Right to reject = right to know.

The Supreme Court ruled in PUCL v Union of India (2013) that the right to vote, protected under Article 19(1)(a), includes the right to actively reject every candidate. The alternative — abstaining — let parties ignore discontent. Recording disapproval in the official count forces accountability into the numbers.

What it doesn't do

Doesn't trigger a re-poll.

Even if NOTA gets the most votes in a seat, the candidate with the next-highest total still wins. A public-interest litigation asking the Supreme Court to force a fresh election when NOTA tops the ballot is pending. NOTA today is a protest signal, not a veto.

NOTA share across elections

Indicative
General 2014
1.1%
~60 lakh
First LS after 2013 ruling
General 2019
1.0%
~65 lakh
General 2024
1.0%
~63 lakh
Bihar 2020
1.7%
~8 lakh
Highest among major state polls
Gujarat 2022
1.5%
~5.5 lakh
Chhattisgarh 2018
2.0%
~3 lakh
Tribal seats saw NOTA > margin
Tamil Nadu 2021
1.5%
~7 lakh

NOTA shares are drawn from ECI statistical reports.

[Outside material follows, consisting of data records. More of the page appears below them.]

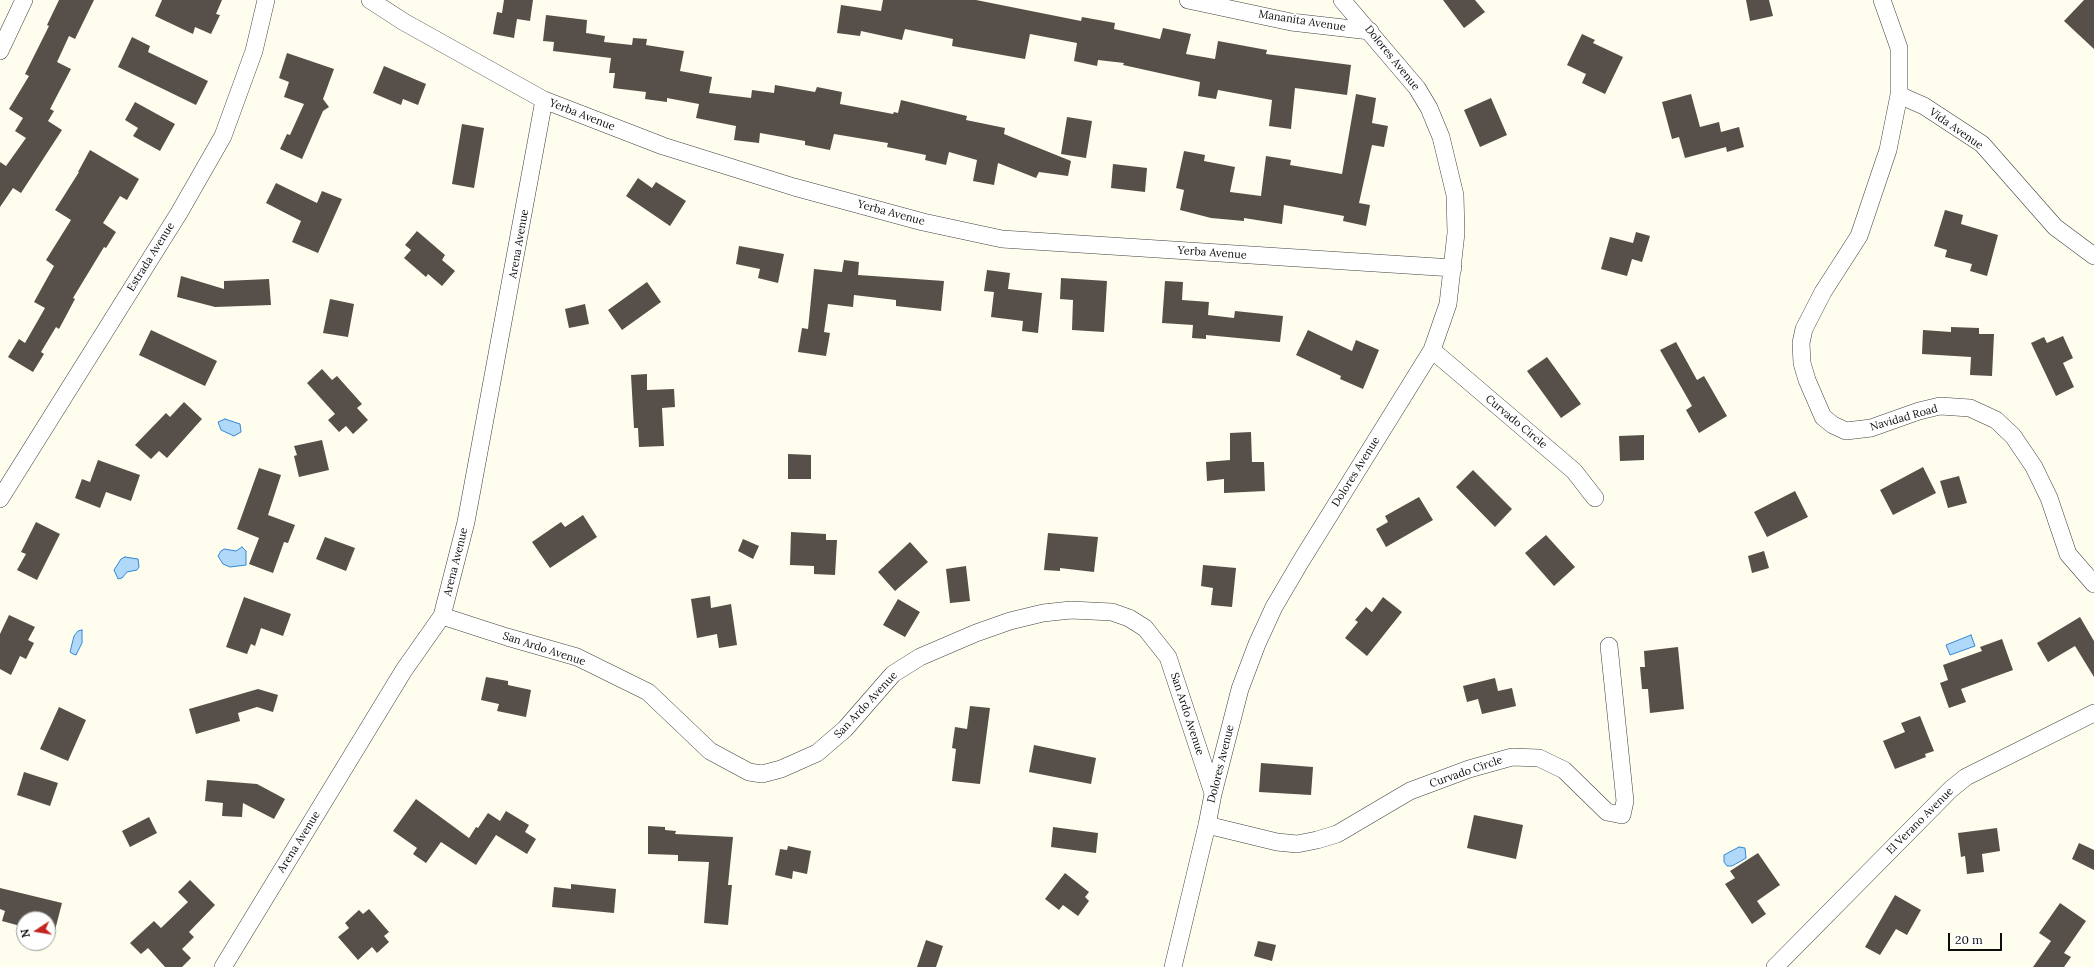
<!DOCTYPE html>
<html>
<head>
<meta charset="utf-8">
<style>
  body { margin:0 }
  #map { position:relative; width:2094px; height:967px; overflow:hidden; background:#fffdee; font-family:Lora,serif }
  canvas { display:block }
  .north { position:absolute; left:16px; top:911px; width:40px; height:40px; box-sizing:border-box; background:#fff; border:1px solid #9e9e9e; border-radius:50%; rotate:258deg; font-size:11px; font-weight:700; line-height:16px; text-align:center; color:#0d0d0d }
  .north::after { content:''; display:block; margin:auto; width:14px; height:18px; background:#c4231f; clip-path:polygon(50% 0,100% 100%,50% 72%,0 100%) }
  .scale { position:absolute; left:1948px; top:933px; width:54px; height:18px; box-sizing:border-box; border:2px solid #0d0d0d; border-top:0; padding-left:5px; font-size:12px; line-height:14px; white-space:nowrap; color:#0d0d0d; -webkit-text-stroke:3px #fff; paint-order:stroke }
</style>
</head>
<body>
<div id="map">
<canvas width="2094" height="967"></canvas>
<div class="north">N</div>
<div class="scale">20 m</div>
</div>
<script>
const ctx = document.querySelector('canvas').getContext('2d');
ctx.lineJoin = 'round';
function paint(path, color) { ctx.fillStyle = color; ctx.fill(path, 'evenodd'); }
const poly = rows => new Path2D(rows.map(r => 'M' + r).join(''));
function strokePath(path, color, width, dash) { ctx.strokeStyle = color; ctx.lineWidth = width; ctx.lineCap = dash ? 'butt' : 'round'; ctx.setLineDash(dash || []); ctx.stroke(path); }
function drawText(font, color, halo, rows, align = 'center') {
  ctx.font = font + ' Lora,serif'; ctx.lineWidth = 4; ctx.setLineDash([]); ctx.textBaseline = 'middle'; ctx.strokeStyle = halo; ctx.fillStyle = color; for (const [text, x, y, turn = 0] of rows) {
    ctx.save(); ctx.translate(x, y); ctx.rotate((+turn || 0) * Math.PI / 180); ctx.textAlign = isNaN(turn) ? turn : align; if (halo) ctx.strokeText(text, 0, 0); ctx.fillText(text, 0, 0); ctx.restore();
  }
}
const water = poly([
  [225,419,240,424,241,432,234,436,221,430,218,422,225,419],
  [242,547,246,551,246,565,230,567,223,564,218,556,221,551,224,549,236,551,242,547],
  [125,557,138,559,139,567,137,570,127,572,122,578,118,579,114,570,121,559,125,557],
  [82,630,82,643,76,655,73,654,70,652,74,636,78,631,82,630],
  [1971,635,1975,646,1950,655,1946,645,1971,635],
  [1739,847,1745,848,1746,858,1732,866,1727,866,1724,862,1724,855,1739,847]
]);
paint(water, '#b0d8f9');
strokePath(water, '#3388d3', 1);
paint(poly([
  [59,0,94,0,75,39,69,36,57,62,71,69,50,109,54,111,48,121,62,130,21,193,13,188,0,207,0,162,6,166,26,138,15,131,23,118,9,109,29,76,25,74,49,26,47,25],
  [162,0,222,0,216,14,220,15,211,34,195,27,193,34,155,16],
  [504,0,533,0,530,21,517,19,514,38,493,34,497,12,502,13],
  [883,0,976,0,1081,21,1082,17,1115,23,1114,29,1160,39,1163,28,1191,34,1186,54,1215,59,1218,41,1267,50,1266,54,1351,65,1347,95,1295,88,1291,129,1269,126,1272,100,1218,90,1216,99,1198,96,1200,82,1123,65,1124,63,1098,60,1097,66,1074,61,1077,43,1030,34,1025,59,952,46,953,39,905,29,902,40,861,31,860,36,837,33,841,5,881,11],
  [1443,0,1475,0,1485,12,1464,28],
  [1746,0,1769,0,1773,16,1750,21],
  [2084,0,2094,0,2094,49,2064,21],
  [546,15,587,20,586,33,605,36,604,42,632,45,633,38,647,39,646,45,684,51,680,71,712,77,709,93,751,98,752,90,774,93,775,85,815,92,817,87,842,92,840,104,893,114,894,112,898,113,901,100,967,116,966,120,1005,128,1004,134,1071,161,1068,176,1039,172,1036,178,998,163,994,185,973,181,977,160,949,152,946,165,925,160,926,155,887,147,888,143,834,134,830,150,805,145,805,141,760,133,759,143,734,140,736,126,696,118,699,104,667,98,667,102,645,99,646,92,613,88,615,73,609,73,611,58,553,51,554,42,543,41],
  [1582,34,1595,40,1593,43,1623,57,1605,94,1582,83,1586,74,1567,65],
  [132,37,150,46,148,52,208,81,196,105,118,67],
  [287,53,334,69,323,99,329,107,323,111,302,159,280,149,287,134,290,135,304,104,284,97,289,82,279,78],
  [384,66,426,84,418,105,403,99,401,105,373,93],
  [1356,94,1376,98,1372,123,1388,126,1384,147,1372,145,1359,203,1370,205,1366,226,1343,221,1344,216,1284,205,1282,224,1244,218,1244,221,1211,218,1180,210,1184,190,1176,188,1184,151,1205,155,1204,161,1235,167,1230,192,1261,196,1266,156,1291,160,1290,165,1342,174],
  [1691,94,1700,127,1719,122,1721,132,1739,127,1744,147,1727,152,1726,147,1685,158,1679,137,1672,139,1662,102],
  [1491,98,1507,135,1480,147,1464,110],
  [135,102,175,124,160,151,133,136,138,128,125,120],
  [1067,117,1092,121,1086,158,1061,154],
  [462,124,484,128,474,188,452,184],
  [90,150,139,179,127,200,120,196,103,223,116,232,106,248,104,247,73,298,75,299,59,329,56,327,41,352,44,354,33,372,8,357,19,339,25,343,45,308,34,302,54,266,46,260,71,220,55,210,79,172,78,172],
  [1113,164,1147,168,1145,192,1111,188],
  [638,178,652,188,656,182,686,201,670,226,626,196],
  [276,183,317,203,322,191,342,199,318,253,292,242,301,221,266,203],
  [1945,210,1963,215,1961,224,1998,235,1987,276,1970,271,1972,264,1945,257,1947,250,1934,246],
  [417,231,445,255,442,260,455,271,442,286,428,274,426,277,404,258,411,250,405,245],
  [1636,232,1650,236,1642,262,1632,259,1627,276,1601,269,1610,237,1633,243],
  [739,246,784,254,778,283,758,278,760,269,736,264],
  [844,260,859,262,858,275,944,281,941,311,896,306,896,300,854,295,853,307,828,304,824,332,830,333,826,356,798,352,802,328,808,329,814,269,842,272],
  [987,270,1010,273,1008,289,1042,293,1038,333,1022,331,1023,321,991,317,994,292,984,291],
  [181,276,224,289,224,281,269,279,271,305,215,307,177,297],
  [1061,278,1107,281,1104,332,1072,330,1073,300,1060,299],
  [1165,281,1183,282,1182,300,1209,302,1208,315,1234,318,1235,311,1283,316,1280,342,1206,335,1206,339,1192,338,1193,325,1162,323],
  [647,282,661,302,622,330,608,310],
  [330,299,354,304,348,337,323,333],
  [585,304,589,324,569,328,565,309],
  [1951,327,1979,328,1979,334,1994,334,1992,376,1970,375,1971,357,1922,354,1923,330,1951,332],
  [151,330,217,361,205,386,139,355],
  [1308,330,1352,351,1356,340,1379,350,1363,389,1340,379,1341,376,1296,355],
  [2063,336,2073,358,2063,363,2074,387,2056,396,2031,343,2044,337,2047,343],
  [1676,342,1697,380,1704,376,1727,416,1699,433,1686,410,1692,406,1660,350],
  [1547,357,1581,404,1561,418,1527,371],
  [322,369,332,380,337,376,362,404,357,408,368,420,353,434,346,426,339,432,328,420,335,414,307,383],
  [647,374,647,390,674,389,675,407,662,408,664,446,639,447,638,428,634,428,631,375],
  [184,402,202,419,167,458,159,451,151,459,135,445,166,413,170,417],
  [1251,432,1252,462,1264,462,1265,491,1224,493,1224,479,1207,481,1206,462,1230,460,1230,433],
  [1644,435,1644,460,1620,461,1619,436],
  [322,440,329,470,299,477,294,456,297,455,294,446],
  [788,454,811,455,811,479,788,479],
  [98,460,140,475,131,501,106,492,100,508,75,498,82,479,90,482],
  [1923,467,1936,493,1893,515,1880,490],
  [259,468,281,475,268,515,295,525,288,543,284,542,273,573,249,564,259,538,237,529],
  [1473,470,1512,509,1495,527,1456,487],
  [1959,476,1967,503,1948,508,1940,481],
  [1795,491,1808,517,1767,537,1754,512],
  [1419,497,1433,520,1386,547,1376,529,1388,522,1385,516],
  [583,515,597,537,550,568,532,542,561,522,565,527],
  [36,522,60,534,37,580,17,570,26,554,21,552],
  [791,532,826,534,826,540,837,540,835,575,814,574,814,566,790,565],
  [1048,533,1098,537,1094,572,1060,568,1060,571,1044,570],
  [1546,535,1575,567,1554,586,1525,553],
  [325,537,355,548,346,571,316,559],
  [743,539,759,546,753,559,738,551],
  [910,542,928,562,895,591,878,572],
  [1764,551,1769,568,1752,573,1748,556],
  [1203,565,1236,568,1232,607,1211,605,1213,588,1201,586],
  [966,566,970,601,950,603,946,569],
  [710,596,711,608,731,604,737,645,719,648,717,634,697,638,691,599],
  [244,597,291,614,283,636,261,628,255,646,251,644,247,654,226,647],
  [1383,597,1402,612,1367,656,1345,638,1358,622,1355,620,1366,607,1372,612],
  [898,599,920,612,905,637,883,625],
  [9,615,35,627,28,640,34,643,26,659,20,656,11,675,0,669,0,634],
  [2080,617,2094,641,2094,677,2075,646,2048,662,2037,643],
  [2002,639,2013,670,1961,689,1966,702,1949,708,1940,683,1948,680,1943,665,1982,651,1980,647],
  [1678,647,1684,709,1650,713,1648,689,1642,689,1640,667,1645,667,1644,651],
  [486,677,508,681,508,685,531,690,526,717,497,711,499,704,481,700],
  [1495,678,1498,691,1512,688,1516,706,1482,714,1478,699,1467,702,1463,686],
  [258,689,278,695,273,712,257,707,238,713,240,721,196,734,189,709],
  [970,706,990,708,980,784,952,781,956,749,952,748,955,727,967,729],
  [59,707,86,720,68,761,40,749],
  [1920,716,1934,751,1925,754,1926,757,1895,769,1883,741,1905,732,1901,723],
  [1034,745,1096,758,1091,784,1029,772],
  [1261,763,1313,767,1311,795,1259,792],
  [24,772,58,783,50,806,17,795],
  [207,780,257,784,285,799,274,819,243,803,242,817,222,816,223,803,205,801],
  [416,799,469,838,476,827,478,828,488,813,500,821,506,811,529,825,525,832,536,839,527,854,496,835,476,865,441,842,426,863,413,854,417,848,393,831],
  [1474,815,1523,825,1516,859,1467,848],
  [149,817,157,833,130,847,122,831],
  [648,826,665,827,665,830,676,831,675,834,733,837,728,885,732,885,728,925,704,923,709,862,678,861,678,855,648,854],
  [1053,827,1098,833,1096,853,1051,847],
  [1997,828,2000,851,1982,854,1984,872,1967,874,1965,856,1961,857,1958,833],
  [2079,843,2094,850,2094,870,2072,859],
  [788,846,811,851,807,874,793,871,792,879,775,875,780,849,787,850],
  [1758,853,1780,885,1757,901,1766,914,1752,924,1725,884,1735,878,1730,871],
  [1065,873,1089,892,1085,897,1089,901,1078,916,1063,905,1059,910,1045,899],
  [190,880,215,905,189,932,194,937,182,949,191,958,182,967,165,967,148,948,141,954,130,943,154,921,161,928,188,902,178,892],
  [571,884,616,889,614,913,552,907,554,887,571,889],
  [0,888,62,903,54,934,48,933,48,919,24,919,24,927,2,921,5,911,0,909],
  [1895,895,1921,910,1907,935,1896,929,1880,955,1865,947],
  [2060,903,2086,921,2064,953,2071,957,2064,967,2033,967,2051,941,2039,933],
  [369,909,389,932,384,936,389,942,377,953,372,947,358,960,338,937,349,928,345,923,359,910,363,914],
  [926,940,943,946,936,967,917,967],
  [1258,941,1276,945,1272,961,1254,956]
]), '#574f49');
const street = poly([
  [370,0,404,22,544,100,663,146,794,187,923,222,1002,239,1453,268],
  [1188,0,1291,22,1370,31],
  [1882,0,1899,48,1899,95,1924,106,1982,144,2055,227,2094,256],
  [0,51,24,0],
  [1899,95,1888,150,1859,236,1823,292,1804,329,1801,343,1802,363,1807,380,1823,417,1833,425,1846,431,1871,428,1919,411,1940,406,1970,408,1996,420,2013,436,2034,467,2049,498,2068,554,2094,584],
  [1432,350,1574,471,1595,498],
  [0,499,179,213,223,136,254,51,266,0],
  [442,616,507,637,577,657,648,692,710,751,749,772,762,774,781,769,817,753,845,729,893,674,920,657,976,633,1010,621,1043,613,1071,610,1112,612,1129,618,1145,628,1168,657,1213,793],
  [1207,825,1277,842,1297,844,1317,840,1337,834,1410,791,1469,769,1512,757,1539,758,1564,770,1607,812,1622,815,1625,801,1609,646],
  [223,967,404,670,442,616,466,522,544,100],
  [1173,967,1207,825,1213,794,1240,689,1257,644,1274,607,1301,561,1432,350,1448,304,1456,233,1455,195,1441,137,1429,108,1417,88,1342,0],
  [1775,967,1951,789,1966,777,2094,713]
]);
strokePath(street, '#404040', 18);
strokePath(street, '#fff', 17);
drawText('11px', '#0d0d0d', '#fff', [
  ["Mananita Avenue",1302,21,9],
  ["Dolores Avenue",1392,58,51],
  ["Yerba Avenue",582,115,21],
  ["Vida Avenue",1956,129,35],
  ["Yerba Avenue",891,213,15],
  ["Arena Avenue",519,244,-80],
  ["Yerba Avenue",1212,253,4],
  ["Estrada Avenue",151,257,-58],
  ["Navidad Road",1904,418,-16],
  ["Curvado Circle",1516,422,40],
  ["Dolores Avenue",1356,472,-58],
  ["Arena Avenue",456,562,-76],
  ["San Ardo Avenue",544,649,18],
  ["San Ardo Avenue",866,705,-47],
  ["San Ardo Avenue",1187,714,72],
  ["Dolores Avenue",1221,764,-76],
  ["Curvado Circle",1466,772,-19],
  ["El Verano Avenue",1920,821,-45],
  ["Arena Avenue",299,842,-58]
]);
</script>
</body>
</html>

When NOTA exceeds the margin between #1 and #2, it signals a seat where every candidate was rejected by more voters than the election was won by.

A short history of the pink button

  1. 2001
    PUCL writ filed
    People's Union for Civil Liberties petitions for a "none of the above" option under Art. 19(1)(a).
  2. 2013
    Supreme Court ruling
    PUCL v Union of India (Sep 27, 2013) — ECI directed to add a NOTA button on every EVM and postal ballot.
  3. 2014
    First general election with NOTA
    1.1% of all Lok Sabha votes were NOTA — ~60 lakh voters exercised the right to reject.
  4. 2018
    Chhattisgarh Assembly
    2.0% NOTA share — the highest in any major state poll. In multiple tribal seats NOTA exceeded the victory margin.
  5. 2018
    Haryana RS test
    Haryana HC ruled NOTA cannot apply in Rajya Sabha elections (indirect elections). ECI withdrew it from RS ballot.
  6. 2023
    "If NOTA wins…" PIL
    Petition asking for a fresh election if NOTA gets more votes than any candidate — pending before the SC.
On polling day

Finding NOTA on the EVM

  1. Scroll past every candidate to the bottom of the ballot unit.
  2. Look for a pink button labelled "None of the Above" with a ballot-box icon.
  3. Press it — you'll hear the confirmation beep and the VVPAT slip will print "NOTA".
  4. Your vote is now recorded as a protest vote.
When to consider it

NOTA vs strategic voting

If there's a candidate you can live with — even the "lesser evil" — voting for them is almost always more impactful than NOTA. Reserve NOTA for seats where every contestant has serious disqualifiers (declared criminal cases, perjury on affidavits, no local presence) and you want that rejection on record. A few such seats each cycle do change the talent pool parties field next time.

FAQ

What happens if NOTA gets the most votes?
Currently — nothing. The candidate with the next-highest vote total still wins. NOTA is a protest signal, not a trigger for a re-poll. A PIL asking for a fresh election if NOTA wins is pending before the Supreme Court.
Why bother pressing NOTA then?
Because it's recorded. NOTA share is reported by the ECI at polling-station, constituency, state and national levels. Over time it's become a pressure signal — parties in several seats have replaced unpopular incumbents after high NOTA shares in the prior cycle.
Can NOTA be a tactical vote?
Only as a last-resort protest. If you want to actively influence the outcome, voting for the second-most-likely candidate is almost always more effective than voting NOTA. NOTA is for when you find every candidate unfit — not as a replacement for strategic voting.
Is NOTA available everywhere?
Yes, for every direct election: Lok Sabha, State Assemblies, Legislative Councils elected directly, and local body polls (state rules vary). It is NOT on Rajya Sabha ballots (per Haryana HC 2018) because those are indirect elections by MLAs.
Where do I find it on the EVM?
It's the last button on the ballot unit — below every candidate's name — with a ballot-box icon and the words 'None of the Above'. On postal ballots it's a separate box at the bottom of the paper ballot.